THE digital age has never been more advanced than ever over the last decade or so. I might not be an expert on social media and marketing. Nonetheless, I am a young Guyanese who frequently uses the Internet. I have seen firsthand how social media has transformed our tourism industry. During the COVID-19 pandemic, we were all forced to switch to digital platforms. I think that was a blessing in disguise. At the time, we probably didn’t know this, but I’m glad that many of us used the technology at hand. I’ve seen how social media tourism pages in Guyana made use of this opportunity. Apart from this, many young influencers, travel enthusiasts, and adventurers used social media and other digital platforms to promote and encourage tourism in Guyana. In essence, social media allowed us to share aspects of our life, culture, geographical landscapes, landmarks, and other key areas of interest within our country.

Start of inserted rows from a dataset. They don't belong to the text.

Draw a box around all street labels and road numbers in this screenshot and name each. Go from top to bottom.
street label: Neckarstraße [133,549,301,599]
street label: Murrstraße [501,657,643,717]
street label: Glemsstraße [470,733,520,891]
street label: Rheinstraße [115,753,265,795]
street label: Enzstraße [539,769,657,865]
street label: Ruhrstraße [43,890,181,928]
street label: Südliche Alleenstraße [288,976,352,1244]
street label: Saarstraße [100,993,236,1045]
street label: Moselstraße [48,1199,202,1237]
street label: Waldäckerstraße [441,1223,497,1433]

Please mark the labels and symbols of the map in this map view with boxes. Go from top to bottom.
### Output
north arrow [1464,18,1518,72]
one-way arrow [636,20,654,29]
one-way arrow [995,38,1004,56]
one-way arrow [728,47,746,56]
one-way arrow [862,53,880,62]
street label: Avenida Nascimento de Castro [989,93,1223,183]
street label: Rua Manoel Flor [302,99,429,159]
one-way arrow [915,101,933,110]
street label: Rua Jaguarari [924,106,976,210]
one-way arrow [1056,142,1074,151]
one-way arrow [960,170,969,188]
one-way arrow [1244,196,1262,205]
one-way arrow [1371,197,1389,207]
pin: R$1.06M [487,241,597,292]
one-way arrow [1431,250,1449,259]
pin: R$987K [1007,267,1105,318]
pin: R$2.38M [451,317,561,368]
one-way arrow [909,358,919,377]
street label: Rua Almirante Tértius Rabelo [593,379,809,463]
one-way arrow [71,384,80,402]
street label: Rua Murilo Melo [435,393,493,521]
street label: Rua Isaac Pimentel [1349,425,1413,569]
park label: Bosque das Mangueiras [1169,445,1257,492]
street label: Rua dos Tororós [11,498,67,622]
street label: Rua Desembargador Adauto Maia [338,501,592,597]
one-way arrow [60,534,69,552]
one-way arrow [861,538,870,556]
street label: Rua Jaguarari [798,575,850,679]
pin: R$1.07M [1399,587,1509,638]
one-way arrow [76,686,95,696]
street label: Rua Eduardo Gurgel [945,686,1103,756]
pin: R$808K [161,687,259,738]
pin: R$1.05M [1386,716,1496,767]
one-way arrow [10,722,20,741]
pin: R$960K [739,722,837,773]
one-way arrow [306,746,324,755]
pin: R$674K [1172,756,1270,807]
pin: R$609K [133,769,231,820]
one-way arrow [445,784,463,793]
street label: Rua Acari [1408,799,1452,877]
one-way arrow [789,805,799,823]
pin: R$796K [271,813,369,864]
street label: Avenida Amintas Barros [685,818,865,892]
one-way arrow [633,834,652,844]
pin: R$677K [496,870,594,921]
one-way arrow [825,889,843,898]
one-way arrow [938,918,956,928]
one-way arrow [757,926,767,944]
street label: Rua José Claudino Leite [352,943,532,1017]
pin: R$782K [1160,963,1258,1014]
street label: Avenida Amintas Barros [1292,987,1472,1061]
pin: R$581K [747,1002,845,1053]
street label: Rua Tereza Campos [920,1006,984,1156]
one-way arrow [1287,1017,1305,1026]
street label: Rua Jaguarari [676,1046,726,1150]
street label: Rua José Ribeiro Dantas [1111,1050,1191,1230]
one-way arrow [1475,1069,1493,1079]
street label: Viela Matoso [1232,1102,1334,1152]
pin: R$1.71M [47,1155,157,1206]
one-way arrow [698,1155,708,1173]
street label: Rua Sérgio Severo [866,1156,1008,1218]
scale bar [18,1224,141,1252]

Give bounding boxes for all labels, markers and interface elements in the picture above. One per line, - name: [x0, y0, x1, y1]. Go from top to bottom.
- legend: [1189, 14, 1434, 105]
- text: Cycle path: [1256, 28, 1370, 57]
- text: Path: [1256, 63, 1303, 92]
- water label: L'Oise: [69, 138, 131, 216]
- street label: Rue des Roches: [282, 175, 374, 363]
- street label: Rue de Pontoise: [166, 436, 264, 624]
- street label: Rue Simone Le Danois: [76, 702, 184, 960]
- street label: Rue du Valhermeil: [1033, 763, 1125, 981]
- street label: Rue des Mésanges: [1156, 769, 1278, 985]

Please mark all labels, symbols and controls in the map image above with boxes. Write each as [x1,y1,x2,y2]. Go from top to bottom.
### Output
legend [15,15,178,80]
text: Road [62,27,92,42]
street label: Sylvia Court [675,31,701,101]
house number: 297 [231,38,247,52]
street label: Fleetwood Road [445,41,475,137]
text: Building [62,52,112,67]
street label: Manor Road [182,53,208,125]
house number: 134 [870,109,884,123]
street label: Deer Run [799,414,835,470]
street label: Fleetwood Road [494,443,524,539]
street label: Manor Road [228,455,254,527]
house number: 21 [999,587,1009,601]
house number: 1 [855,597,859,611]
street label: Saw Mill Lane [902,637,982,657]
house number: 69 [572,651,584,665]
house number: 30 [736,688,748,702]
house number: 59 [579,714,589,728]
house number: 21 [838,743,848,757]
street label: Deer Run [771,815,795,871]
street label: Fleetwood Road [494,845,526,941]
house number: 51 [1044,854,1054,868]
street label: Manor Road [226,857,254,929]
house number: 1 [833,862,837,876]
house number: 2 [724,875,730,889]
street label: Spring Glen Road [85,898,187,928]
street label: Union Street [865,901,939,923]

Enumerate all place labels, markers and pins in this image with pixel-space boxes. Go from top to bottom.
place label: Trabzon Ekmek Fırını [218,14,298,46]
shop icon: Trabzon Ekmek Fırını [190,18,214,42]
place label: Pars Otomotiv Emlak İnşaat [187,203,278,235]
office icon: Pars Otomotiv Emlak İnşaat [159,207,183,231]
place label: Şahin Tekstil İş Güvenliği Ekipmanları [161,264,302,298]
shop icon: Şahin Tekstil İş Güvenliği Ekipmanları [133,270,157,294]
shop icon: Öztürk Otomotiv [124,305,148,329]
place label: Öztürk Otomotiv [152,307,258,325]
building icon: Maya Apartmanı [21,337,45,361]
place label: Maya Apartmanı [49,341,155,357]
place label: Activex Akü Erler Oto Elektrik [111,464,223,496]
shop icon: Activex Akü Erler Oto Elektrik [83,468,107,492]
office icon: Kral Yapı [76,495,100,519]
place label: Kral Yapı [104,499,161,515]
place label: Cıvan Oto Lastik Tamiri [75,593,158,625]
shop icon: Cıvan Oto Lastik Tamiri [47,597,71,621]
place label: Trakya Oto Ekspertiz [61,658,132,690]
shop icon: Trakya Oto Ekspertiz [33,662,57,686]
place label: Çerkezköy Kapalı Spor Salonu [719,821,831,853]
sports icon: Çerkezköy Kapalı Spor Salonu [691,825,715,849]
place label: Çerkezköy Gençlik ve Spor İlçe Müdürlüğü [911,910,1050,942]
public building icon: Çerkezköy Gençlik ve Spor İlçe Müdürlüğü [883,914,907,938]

Social media allowed us to create an open catalogue and platform for the rest of the world to view who we are, where we live, and how we live. The world is finally getting to know our name on multiple media platforms, mainly because of the Internet. By now, I’m sure many of you are aware of the various tourism websites, social media, pages, and blogs/blogs that are available with Guyanese tourism content. The idea for this article came about after viewing an Instagram reel video with a foreigner who recently visited our country. The video was short but it captured the beauty and essence of our country perfectly within 10 seconds. That 10-second video encouraged so many people in the comments from various countries worldwide to visit Guyana––a country many probably didn’t even know of prior to watching the video. It blew my mind. The video had approximately 100,000 views alone. This is just one of many other examples I’ve encountered on my personal social media. While these platforms are available, it should be noted that the quality of content is just as important as the platform itself. While the world is advancing with technology, there’s still so much for us, to learn here in Guyana.
My youth column has always been a platform that opens discussions and dialogue for the perspectives of young people in our country. I am confident that this perspective is also one that is held by many other young Guyanese. Simple things such as hotel reviews, a video experience at a local restaurant, or a social media guide/list of the most visited places in Guyana can boost our tourism industry in unimaginable ways. Social media as we know it, allows us to create content and share it with the rest of the world to see. How many of us have looked at reels or pictures and dreamed of seeing that exact location in real life? Do you know how many people will add Kaieteur falls, the Iwokrama Canopy Walkway, or the St. George’s Cathedral to their wishlist if only we give them a glimpse of their beauty and history? Digitally, I’d like to encourage you all to help extend our country’s reach on the global map. A like, share, or comment can go a long way for our local creators as well. We have all that we need at our disposal, it’s just a matter of utilising it effectively.